**EXERCISE AIM**
Lines before the one containing "4h4l2 5-3 2q2" are excluded; reproduce that line and all lines after it in the entries below, exactly.

START TASK INPUTS

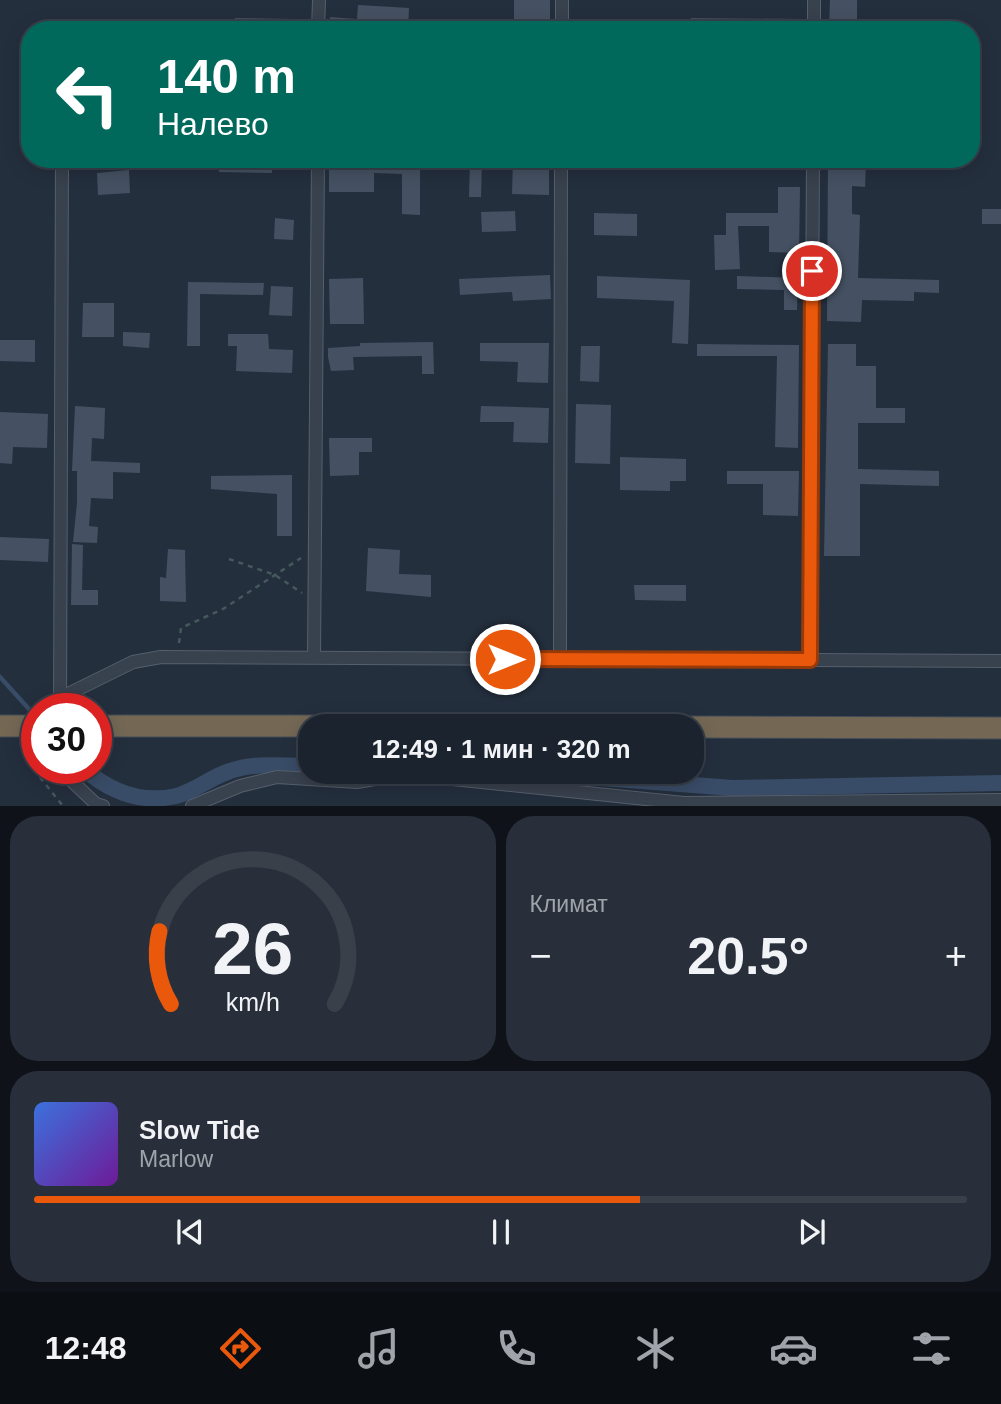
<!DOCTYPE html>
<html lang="ru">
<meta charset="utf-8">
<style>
:root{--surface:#1b232e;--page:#282f3a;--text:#f1f3f6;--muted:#a0a4aa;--line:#39404a;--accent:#ea580c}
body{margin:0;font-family:Arial,sans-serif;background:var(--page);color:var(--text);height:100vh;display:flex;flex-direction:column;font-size:26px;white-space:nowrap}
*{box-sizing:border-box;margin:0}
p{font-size:23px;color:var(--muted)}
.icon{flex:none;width:38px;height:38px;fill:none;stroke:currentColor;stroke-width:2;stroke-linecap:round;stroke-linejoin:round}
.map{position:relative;height:806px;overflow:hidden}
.drawer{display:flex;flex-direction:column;gap:10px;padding:10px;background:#0f1319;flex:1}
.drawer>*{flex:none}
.hud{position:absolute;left:21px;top:21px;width:959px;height:147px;border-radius:28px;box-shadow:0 4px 18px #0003,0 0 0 2px var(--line);background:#00695c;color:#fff;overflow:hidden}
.speed{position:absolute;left:21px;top:693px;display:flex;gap:14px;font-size:35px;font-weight:700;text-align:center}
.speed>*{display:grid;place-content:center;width:91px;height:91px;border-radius:50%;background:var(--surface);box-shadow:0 4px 18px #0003,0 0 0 2px var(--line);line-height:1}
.speed .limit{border:10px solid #d22;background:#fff;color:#111}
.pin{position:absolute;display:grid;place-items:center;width:60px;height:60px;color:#fff;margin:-30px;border:4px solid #fff;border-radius:50%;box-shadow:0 2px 7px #0007}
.me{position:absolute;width:77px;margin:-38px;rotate:90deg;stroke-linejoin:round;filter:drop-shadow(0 0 5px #0008)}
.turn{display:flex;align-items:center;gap:24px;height:147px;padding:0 21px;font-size:32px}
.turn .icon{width:91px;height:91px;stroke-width:2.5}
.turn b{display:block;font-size:49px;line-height:60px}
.big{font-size:52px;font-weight:800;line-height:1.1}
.drawer .tile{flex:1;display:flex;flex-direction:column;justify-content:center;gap:10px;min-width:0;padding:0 24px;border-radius:28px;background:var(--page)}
.drawer .dial{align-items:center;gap:0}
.dial svg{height:182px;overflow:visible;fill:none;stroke:var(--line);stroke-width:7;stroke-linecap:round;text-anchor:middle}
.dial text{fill:var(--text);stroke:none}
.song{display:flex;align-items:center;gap:21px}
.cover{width:84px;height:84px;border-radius:10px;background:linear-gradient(135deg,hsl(220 70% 55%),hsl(280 70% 35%))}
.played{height:7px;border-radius:4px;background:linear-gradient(90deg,var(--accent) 65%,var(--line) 65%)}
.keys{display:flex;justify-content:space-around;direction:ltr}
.heat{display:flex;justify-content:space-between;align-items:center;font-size:38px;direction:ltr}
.drawer .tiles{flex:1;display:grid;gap:10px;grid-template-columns:1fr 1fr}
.tile:last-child{grid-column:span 2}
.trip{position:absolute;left:298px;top:714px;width:406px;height:70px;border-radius:28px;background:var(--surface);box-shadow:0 4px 18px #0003,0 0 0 2px var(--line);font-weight:800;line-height:70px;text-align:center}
.tab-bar{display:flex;height:112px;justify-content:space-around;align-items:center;background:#0b0e12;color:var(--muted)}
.tab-bar .icon{width:49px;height:49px}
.tab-bar .active{color:var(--accent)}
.tab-bar b{font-size:32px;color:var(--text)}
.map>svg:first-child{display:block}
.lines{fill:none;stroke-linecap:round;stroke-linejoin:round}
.stream{stroke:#394c67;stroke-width:4.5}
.canal{stroke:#394c67;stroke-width:16}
.building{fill:#455162}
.street-casing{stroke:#565f6c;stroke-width:14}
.highway-casing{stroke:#434c59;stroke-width:23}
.path{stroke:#44595c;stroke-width:2.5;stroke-dasharray:5 5;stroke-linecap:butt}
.street{stroke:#38414e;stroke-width:12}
.highway{stroke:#746855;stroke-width:21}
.route-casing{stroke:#983908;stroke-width:18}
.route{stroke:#ea580c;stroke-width:12}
</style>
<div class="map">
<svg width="1001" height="806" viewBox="0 0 1001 806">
<rect width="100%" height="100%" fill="#242f3e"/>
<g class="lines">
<!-- stream -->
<path class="stream" d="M0,677l37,41"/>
<!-- canal -->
<g class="canal">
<path d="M83,768c27,24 57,36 93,28 19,-5 35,-19 54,-25 25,-9 53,-5 80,-5"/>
<path d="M524,772l208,16 269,-5"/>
</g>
</g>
<!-- building -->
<g class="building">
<rect x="514" y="0" width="36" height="30"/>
<path d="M830,0h27v30h-28z"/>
<path d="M358,5l51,3 -1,22h-79l1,-13 27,2z"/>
<path d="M235,18l60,1v11h-60z"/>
<path d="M691,18l114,1v11h-114z"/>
<path d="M219,159h53v14l-53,-1z"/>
<path d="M329,159h91v56l-18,-1v-40l-28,-1v19h-45z"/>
<path d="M470,159h12l-1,38h-12z"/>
<path d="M513,159h36v36l-37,-1z"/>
<path d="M828,159l38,3 -1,25 -13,-1v28l8,1 -2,63 81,2v13l-25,-1v9l-52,-1 -1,22 -34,-1z"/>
<path d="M129,170l1,23 -32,2 -1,-22z"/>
<path d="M778,187h22l-1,66 -30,-1v-26h-31l2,43 -25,1 -1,-35h12v-22h52z"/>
<rect x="982" y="209" width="19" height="15"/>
<path d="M515,211l1,20 -34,1 -1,-20z"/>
<path d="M594,213l43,1v22l-43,-1z"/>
<path d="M275,218l19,2 -1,20 -19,-1z"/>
<path d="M550,275l1,24 -38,2 -1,-9 -52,3 -1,-16z"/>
<path d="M597,276l93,4 -2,64 -16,-1 2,-42 -77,-3z"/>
<path d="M737,276l61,2 -1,32h-13v-20l-47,-1z"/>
<path d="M363,278l1,46h-34l-1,-45z"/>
<path d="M188,282l76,1 -1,12 -63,-1v52h-13z"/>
<path d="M271,286l22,1 -1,29 -23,-1z"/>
<path d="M83,303h31v34h-32z"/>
<path d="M123,332l27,1 -1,15 -26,-2z"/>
<path d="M228,334h40l1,15 24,1 -1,23 -56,-2 1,-25h-9z"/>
<path d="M0,340h35v22l-35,-1z"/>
<path d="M433,342l1,32h-12v-18l-69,1 1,13 -23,1 -3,-14v-9l32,-2v-3z"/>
<path d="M480,343h69l-1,40 -31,-1 1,-20 -38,-1z"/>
<path d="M697,344l102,1 -1,103 -23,-1 2,-91h-80z"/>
<path d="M828,344h28v22h20v42h29v15h-47v46l81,2v15l-79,-2v72h-36z"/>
<path d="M581,346h19l-1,36 -19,-1z"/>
<path d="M576,404l35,1 -1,59 -35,-1z"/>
<path d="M75,406l30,2 -1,31 -12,-1 -1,23 49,2v10l-27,-1v27l-22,-1 -2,28 9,1 -1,16 -24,-1 4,-39v-32h-5z"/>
<path d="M481,406l68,2 -1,35 -35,-1 1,-20h-34z"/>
<path d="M0,412l48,2 -1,34 -34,-1 -1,17 -12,-1z"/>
<path d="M329,438h43v14h-13v23l-29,1z"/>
<path d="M620,457l66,2v22h-16v10l-50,-1z"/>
<path d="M727,471h72l-1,45 -35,-1v-31h-36z"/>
<path d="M292,475v61h-15v-42l-66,-5v-13z"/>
<path d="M0,537l49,2 -1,23 -48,-2z"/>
<path d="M72,544l11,1 -1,45h16v15h-27z"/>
<path d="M368,548l32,2 -1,24 32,1v22l-65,-6z"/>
<path d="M168,549l17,1 1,52 -26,-1v-24l6,1z"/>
<path d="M634,585h52v16l-51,-1z"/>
</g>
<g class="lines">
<defs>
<g id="street">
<path d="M318,30l1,-30"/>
<path d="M562,30v-30"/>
<path d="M814,30v-30"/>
<path d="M314,657l4,-498"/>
<path d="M560,659l1,-500"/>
<path d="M810,660l3,-501"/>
<path d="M60,698l73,-36 28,-5 840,4"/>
<path d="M60,709l2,-550"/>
<path d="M22,726l15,17"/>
<path d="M58,768l38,36 7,2"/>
<path d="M192,806l48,-20 37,-9 80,5 47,-8 280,29 317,-3"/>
</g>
<g id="highway">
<path d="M0,726h37"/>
<path d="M96,726h231"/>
<path d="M691,727l310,1"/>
</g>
</defs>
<!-- street casing -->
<use href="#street" class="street-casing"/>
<!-- highway casing -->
<use href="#highway" class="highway-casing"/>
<!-- path -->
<g class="path">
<path d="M229,559l46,16 27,18"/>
<path d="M179,643l2,-15 42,-19 78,-51"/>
<path d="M36,754l1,8"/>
<path d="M37,768l1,7 25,31"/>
</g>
<!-- street -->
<use href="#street" class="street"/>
<!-- highway -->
<use href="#highway" class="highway"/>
</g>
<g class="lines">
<defs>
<path id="route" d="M505,659l305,1 2,-389"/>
</defs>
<!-- route casing -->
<use href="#route" class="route-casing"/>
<!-- route -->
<use href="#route" class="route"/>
</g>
</svg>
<div class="speed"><div class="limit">30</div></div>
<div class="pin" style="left:812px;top:271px;background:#d93025"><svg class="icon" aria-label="arrive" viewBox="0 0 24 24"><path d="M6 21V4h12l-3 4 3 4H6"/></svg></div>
<svg class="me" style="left:505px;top:659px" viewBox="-20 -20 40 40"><circle r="17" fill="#ea580c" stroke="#fff" stroke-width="3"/><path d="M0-11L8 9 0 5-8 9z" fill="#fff"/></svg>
<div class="trip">12:49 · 1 мин · 320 m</div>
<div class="hud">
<div class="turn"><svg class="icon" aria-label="left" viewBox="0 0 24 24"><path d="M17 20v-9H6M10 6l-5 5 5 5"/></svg><div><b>140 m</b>Налево</div></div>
</div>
</div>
<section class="drawer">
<div class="tiles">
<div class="tile dial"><svg viewBox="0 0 100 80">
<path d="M14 69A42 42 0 1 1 86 69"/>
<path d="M14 69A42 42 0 0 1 9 37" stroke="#ea580c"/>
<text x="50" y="56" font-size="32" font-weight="700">26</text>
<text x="50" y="72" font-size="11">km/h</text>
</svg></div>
<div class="tile"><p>Климат</p>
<div class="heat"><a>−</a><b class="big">20.5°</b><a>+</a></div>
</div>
<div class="tile">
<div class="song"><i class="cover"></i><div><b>Slow Tide</b><p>Marlow</p></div></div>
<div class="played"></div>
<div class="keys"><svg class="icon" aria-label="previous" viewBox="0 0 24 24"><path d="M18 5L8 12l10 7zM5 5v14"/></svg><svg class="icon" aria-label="pause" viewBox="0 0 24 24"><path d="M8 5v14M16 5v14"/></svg><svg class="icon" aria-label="next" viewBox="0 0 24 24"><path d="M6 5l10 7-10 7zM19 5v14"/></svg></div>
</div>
</div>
</section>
<nav class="tab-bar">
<b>12:48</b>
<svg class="icon active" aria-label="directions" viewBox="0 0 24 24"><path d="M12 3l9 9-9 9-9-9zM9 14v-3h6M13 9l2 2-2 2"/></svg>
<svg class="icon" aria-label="music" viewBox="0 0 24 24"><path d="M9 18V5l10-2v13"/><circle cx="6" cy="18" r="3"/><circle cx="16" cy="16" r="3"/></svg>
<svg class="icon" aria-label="phone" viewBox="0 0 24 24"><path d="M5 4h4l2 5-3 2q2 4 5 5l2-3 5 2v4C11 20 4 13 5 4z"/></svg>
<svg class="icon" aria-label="climate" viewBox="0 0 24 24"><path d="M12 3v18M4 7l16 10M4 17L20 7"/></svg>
<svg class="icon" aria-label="car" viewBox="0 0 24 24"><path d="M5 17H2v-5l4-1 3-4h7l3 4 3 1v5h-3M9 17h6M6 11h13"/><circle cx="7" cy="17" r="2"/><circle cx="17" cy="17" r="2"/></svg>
<svg class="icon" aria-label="filters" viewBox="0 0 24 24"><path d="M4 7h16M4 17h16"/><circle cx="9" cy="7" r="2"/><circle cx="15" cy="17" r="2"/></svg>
</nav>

END TASK INPUTS

**THE COMPLETED TASK**
<svg class="icon" aria-label="phone" viewBox="0 0 24 24"><path d="M5 4h4l2 5-3 2q2 4 5 5l2-3 5 2v4C11 20 4 13 5 4z"/></svg>
<svg class="icon" aria-label="climate" viewBox="0 0 24 24"><path d="M12 3v18M4 7l16 10M4 17L20 7"/></svg>
<svg class="icon" aria-label="car" viewBox="0 0 24 24"><path d="M5 17H2v-5l4-1 3-4h7l3 4 3 1v5h-3M9 17h6M6 11h13"/><circle cx="7" cy="17" r="2"/><circle cx="17" cy="17" r="2"/></svg>
<svg class="icon" aria-label="filters" viewBox="0 0 24 24"><path d="M4 7h16M4 17h16"/><circle cx="9" cy="7" r="2"/><circle cx="15" cy="17" r="2"/></svg>
</nav>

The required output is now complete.